If verisimilitude of setting is important to you, or to your story, then by all means get your work checked over by someone who’s familiar with that part of the world, or do some more intensive research, or whatever you need to do once the words have been written. If, however, you’re not writing a book whose plot hinges on whether a particular type of flower grows at a particular altitude or whether a certain wave pattern brings specific weather effects to a defined part of the world, then perhaps it’s not as important to be absolutely accurate, in a geographical or scientific sense. What matters is that your landscapes and settings are real to you, and that they make sense in the world of your book – without, of course, taking liberties like placing a sandy desert in the heart of Antarctica (without having a very good, and logical, reason, at least!)

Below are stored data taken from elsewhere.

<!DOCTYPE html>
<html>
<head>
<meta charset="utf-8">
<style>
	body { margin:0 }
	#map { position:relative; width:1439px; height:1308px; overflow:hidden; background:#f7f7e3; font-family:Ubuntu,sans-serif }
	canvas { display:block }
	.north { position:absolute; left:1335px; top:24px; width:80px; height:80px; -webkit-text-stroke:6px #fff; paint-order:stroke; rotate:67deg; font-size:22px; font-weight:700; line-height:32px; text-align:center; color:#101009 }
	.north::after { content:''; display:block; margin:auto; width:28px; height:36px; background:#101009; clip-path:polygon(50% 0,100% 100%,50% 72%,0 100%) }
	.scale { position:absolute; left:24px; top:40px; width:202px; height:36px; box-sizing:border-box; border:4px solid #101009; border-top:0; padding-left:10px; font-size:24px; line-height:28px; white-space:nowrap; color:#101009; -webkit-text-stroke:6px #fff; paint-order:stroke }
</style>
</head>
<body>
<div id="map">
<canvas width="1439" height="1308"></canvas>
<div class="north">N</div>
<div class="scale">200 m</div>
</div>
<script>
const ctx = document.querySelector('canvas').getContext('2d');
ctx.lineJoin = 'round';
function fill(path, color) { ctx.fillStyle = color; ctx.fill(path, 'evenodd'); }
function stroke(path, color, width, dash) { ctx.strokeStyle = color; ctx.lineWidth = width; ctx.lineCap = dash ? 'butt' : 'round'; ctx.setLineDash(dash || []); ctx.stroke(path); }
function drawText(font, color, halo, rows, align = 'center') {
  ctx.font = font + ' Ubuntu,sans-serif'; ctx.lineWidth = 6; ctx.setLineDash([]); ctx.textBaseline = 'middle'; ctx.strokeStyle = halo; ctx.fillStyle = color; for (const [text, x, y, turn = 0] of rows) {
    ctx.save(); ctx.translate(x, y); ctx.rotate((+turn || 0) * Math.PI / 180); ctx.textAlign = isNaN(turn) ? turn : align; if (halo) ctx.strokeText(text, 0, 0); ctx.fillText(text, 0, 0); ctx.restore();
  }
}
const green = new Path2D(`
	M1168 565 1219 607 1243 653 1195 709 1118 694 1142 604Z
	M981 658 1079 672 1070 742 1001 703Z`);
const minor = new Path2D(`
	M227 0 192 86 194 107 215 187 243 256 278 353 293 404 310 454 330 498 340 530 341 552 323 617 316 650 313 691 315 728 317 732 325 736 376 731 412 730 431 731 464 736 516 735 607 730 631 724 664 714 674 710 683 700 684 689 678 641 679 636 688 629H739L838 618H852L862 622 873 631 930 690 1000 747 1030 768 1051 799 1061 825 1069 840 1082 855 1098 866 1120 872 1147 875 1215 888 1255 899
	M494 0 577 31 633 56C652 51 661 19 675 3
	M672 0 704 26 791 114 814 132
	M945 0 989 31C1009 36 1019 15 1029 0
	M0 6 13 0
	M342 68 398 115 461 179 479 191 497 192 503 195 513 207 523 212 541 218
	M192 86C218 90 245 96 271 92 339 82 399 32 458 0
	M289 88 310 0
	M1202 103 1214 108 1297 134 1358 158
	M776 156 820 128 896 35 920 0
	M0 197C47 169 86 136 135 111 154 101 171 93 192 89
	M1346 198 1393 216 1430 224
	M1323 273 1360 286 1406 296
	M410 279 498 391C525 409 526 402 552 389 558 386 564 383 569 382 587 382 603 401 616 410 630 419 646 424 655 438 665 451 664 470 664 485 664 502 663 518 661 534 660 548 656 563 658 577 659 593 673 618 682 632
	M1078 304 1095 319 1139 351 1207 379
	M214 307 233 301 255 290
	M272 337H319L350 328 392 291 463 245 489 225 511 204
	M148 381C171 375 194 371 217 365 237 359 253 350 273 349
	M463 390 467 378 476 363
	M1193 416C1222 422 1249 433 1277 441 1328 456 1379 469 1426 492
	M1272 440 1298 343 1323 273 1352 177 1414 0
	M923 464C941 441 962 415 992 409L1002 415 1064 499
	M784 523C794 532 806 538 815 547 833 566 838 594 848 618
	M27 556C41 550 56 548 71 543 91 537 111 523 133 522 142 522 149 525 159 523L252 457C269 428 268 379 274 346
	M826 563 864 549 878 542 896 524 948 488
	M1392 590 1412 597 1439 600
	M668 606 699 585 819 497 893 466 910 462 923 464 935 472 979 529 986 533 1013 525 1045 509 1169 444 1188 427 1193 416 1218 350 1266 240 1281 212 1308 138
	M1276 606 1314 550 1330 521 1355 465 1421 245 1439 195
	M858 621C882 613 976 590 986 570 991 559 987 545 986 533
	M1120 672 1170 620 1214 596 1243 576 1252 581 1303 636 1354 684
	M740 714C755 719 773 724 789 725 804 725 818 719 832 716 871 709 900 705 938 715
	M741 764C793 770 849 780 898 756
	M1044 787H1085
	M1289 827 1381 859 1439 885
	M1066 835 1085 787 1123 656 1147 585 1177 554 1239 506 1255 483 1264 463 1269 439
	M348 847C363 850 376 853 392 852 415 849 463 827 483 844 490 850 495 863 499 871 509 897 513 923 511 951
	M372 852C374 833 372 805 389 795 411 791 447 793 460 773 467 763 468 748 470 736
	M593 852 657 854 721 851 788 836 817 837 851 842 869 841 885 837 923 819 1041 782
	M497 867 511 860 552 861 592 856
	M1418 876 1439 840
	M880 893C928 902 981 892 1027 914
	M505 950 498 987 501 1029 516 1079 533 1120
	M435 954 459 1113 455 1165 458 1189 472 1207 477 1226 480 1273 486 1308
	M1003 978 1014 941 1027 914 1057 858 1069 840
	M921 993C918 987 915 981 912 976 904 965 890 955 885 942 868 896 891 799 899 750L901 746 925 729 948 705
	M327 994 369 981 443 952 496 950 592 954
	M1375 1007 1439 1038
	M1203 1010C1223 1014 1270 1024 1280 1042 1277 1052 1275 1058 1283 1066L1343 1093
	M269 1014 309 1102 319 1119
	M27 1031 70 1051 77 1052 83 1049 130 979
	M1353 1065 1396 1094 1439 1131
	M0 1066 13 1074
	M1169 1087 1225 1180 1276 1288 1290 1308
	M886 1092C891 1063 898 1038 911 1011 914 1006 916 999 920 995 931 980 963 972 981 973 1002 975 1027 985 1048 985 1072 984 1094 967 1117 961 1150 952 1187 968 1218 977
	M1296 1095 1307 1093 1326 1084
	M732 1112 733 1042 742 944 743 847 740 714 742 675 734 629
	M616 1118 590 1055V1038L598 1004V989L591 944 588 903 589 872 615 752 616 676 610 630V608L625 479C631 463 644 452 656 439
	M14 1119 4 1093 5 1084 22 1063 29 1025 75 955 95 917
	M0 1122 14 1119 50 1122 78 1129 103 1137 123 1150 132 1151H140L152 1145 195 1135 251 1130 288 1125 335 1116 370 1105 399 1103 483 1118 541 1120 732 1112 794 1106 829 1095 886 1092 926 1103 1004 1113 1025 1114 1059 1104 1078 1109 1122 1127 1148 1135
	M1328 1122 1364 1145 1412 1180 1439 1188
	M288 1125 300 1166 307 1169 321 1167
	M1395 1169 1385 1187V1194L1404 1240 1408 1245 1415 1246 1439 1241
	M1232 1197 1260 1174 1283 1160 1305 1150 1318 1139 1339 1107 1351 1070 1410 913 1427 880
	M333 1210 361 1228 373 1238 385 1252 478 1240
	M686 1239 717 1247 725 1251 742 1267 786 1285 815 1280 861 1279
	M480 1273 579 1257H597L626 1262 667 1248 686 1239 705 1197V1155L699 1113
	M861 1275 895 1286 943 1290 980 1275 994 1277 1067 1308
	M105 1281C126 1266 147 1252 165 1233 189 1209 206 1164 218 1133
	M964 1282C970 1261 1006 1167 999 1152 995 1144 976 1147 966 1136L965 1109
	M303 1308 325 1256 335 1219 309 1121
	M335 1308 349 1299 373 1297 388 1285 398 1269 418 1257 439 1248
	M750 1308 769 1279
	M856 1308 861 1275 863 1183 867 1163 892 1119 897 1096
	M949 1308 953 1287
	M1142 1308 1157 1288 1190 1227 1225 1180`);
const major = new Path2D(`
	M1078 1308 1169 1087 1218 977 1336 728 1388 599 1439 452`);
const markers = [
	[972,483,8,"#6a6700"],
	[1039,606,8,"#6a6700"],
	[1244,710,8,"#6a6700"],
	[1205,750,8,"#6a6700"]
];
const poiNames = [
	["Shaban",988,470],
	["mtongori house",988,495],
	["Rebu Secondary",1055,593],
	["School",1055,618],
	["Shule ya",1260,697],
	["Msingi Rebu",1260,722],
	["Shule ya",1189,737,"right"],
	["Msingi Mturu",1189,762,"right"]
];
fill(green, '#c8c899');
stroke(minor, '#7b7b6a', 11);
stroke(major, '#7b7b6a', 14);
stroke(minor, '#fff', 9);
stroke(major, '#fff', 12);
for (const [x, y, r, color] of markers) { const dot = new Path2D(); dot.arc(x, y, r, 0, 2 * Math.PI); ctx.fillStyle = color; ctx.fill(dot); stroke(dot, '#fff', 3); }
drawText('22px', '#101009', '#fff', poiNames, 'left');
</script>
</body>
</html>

It’s hard to write without a backdrop against which to place your characters – at least, it is for me. But, equally important as having a clear, skilfully described landscape (not too much detail, and not too little) to place them in is having the confidence to say ‘this is my story, and this is my world. These are my rules.’

Image: covermyfb.blogspot.com

Image: covermyfb.blogspot.com

I’m going to tackle ‘Emmeline’ with a different mindset today. I’m not going to let my fears that I’m writing something ‘wrong’ derail my desire to finish this story, and I’m going to stop letting the backdrop run the whole show.

And I’m going to start trying to believe in myself a little more.

2 thoughts on “Imagining Places, Imagining Spaces

  1. clodaghobrien

    I totally get where you are coming from. Setting is one of the things I struggle with most when writing, and I get stuck if I haven’t been there or cannot envisage the place. One thing I use is film, particularly documentaries. I find that watching them, even snippets of a particular landscape really helps. But, you are right, it is your book and your world, so I hope today was one where the words flowed and the small irk-filled details fell away.

    Reply
    1. SJ O'Hart Post author

      Thanks a lot, Clodagh. Do you know, today’s writing has been going well – I’m not sure if it was my blog post (which amounted to giving myself a ‘severe talking-to’) or the fact that I’m so close to the end of draft 1 that I can smell it, but something’s going right today.

      I’d better get back to it before my luck runs out… 🙂 Thanks for taking the time to comment.